And after all the boys and the girls that we’ve been through,
Would you give it all up, could you give it all up, if I promise boy to you?
- Lady Gaga, Speechless
This Sunday is St. Valentine’s Day, a time for romance and love. And, perhaps, a time to reflect on the value of your relationship.
In a recent post, we analyzed the claims made about how half of gay marriages are not monogamous and found that the sample was not adequate to tell us anything whatsoever about gay marriages. But it did engender a lengthy and heated discussion about the prevalence of monogamy in the community. And various positions were argued from the perspective of the experiences of those opining.
As we saw, while the readership at Box Turtle Bulletin is very diverse, many readers experienced a very emotional connection to the commentary. Several shared their own relationship structure.

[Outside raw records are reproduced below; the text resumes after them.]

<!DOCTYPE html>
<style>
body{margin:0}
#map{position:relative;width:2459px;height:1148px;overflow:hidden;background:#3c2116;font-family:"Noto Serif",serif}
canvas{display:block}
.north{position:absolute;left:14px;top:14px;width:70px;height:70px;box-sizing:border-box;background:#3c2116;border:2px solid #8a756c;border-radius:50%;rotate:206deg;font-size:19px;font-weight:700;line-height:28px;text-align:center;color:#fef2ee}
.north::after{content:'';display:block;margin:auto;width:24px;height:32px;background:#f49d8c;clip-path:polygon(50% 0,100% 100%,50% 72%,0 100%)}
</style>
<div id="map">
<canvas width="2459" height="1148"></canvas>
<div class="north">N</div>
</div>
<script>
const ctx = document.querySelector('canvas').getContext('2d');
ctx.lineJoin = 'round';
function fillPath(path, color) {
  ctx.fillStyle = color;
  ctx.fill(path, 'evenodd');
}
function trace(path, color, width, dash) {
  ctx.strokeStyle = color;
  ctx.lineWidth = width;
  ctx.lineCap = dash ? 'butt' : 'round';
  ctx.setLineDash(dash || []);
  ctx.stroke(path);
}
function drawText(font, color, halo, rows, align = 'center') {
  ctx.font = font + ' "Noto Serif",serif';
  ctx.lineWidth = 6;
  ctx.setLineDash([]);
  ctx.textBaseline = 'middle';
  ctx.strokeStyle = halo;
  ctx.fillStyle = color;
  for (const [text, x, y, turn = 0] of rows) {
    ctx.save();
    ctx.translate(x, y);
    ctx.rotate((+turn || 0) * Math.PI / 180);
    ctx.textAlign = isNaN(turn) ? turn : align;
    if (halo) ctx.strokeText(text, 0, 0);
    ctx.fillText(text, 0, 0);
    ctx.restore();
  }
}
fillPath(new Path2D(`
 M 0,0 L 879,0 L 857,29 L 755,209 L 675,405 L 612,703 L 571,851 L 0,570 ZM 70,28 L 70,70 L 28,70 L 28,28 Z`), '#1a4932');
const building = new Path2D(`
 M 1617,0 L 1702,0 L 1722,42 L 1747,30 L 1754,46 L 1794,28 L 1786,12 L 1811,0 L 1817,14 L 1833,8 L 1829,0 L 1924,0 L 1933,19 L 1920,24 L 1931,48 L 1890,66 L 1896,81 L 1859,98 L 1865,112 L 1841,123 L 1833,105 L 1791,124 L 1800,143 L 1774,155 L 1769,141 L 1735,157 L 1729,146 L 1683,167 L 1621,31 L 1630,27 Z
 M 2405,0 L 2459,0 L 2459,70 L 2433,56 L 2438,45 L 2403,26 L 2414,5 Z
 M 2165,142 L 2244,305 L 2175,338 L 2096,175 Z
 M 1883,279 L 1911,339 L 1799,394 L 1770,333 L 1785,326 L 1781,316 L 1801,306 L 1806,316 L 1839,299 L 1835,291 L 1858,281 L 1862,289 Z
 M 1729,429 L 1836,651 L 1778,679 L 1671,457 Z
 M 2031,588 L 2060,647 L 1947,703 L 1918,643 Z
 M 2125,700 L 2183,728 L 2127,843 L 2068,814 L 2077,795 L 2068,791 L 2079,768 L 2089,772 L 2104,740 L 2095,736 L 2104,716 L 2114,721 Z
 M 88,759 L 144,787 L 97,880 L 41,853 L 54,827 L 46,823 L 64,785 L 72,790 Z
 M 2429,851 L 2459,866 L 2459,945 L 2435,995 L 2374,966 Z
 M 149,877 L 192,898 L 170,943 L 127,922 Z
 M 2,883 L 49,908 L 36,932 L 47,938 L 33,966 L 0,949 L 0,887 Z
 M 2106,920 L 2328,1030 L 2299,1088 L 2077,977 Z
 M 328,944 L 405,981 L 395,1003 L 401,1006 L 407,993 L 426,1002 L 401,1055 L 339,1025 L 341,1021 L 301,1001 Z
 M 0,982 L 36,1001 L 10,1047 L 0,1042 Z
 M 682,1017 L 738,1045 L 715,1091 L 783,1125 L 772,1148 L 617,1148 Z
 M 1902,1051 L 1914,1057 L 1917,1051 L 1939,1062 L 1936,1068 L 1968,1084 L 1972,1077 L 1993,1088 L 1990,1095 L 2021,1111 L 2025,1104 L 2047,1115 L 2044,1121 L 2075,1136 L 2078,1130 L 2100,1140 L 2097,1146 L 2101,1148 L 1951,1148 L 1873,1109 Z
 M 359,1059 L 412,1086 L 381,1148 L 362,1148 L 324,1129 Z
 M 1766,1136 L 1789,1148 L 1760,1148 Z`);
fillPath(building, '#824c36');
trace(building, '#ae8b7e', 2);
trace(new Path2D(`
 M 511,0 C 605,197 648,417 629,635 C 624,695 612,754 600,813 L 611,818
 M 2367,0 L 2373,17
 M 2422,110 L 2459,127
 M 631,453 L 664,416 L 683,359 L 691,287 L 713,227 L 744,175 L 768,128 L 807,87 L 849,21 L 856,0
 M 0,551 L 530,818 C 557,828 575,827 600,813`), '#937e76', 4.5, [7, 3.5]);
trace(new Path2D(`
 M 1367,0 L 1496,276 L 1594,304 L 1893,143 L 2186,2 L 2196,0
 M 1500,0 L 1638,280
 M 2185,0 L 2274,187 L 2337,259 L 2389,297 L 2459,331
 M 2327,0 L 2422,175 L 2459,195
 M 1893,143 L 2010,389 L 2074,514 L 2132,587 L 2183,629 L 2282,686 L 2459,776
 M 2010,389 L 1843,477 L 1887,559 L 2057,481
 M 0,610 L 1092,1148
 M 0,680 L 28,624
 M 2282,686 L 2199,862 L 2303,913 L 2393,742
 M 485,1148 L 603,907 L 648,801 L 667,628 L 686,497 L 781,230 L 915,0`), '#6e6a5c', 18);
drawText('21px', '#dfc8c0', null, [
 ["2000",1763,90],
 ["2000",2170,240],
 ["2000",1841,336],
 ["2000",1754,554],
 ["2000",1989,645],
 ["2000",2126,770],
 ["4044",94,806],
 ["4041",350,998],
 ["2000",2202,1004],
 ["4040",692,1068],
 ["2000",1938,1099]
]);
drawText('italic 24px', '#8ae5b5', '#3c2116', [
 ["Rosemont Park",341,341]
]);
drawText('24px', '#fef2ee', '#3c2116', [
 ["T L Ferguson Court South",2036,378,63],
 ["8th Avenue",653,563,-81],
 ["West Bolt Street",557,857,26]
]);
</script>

Which got me wondering: is your own perspective on monogamy set in stone? If your beloved came to you on Sunday and asked you to change your agreement, how flexible could you be?
If you strongly believe that an open relationship is healthier and that outside sexual release keeps you stronger, could you give it all up to please the one you love? And if you think that a relationship built on monogamy and fidelity is sacred and smart, how would you react to your Valentine if they expressed a desire, or even a need, to have extra-relationship experiences?
(Please be courteous to others and as respectful of their choices as you wish them to be of yours.)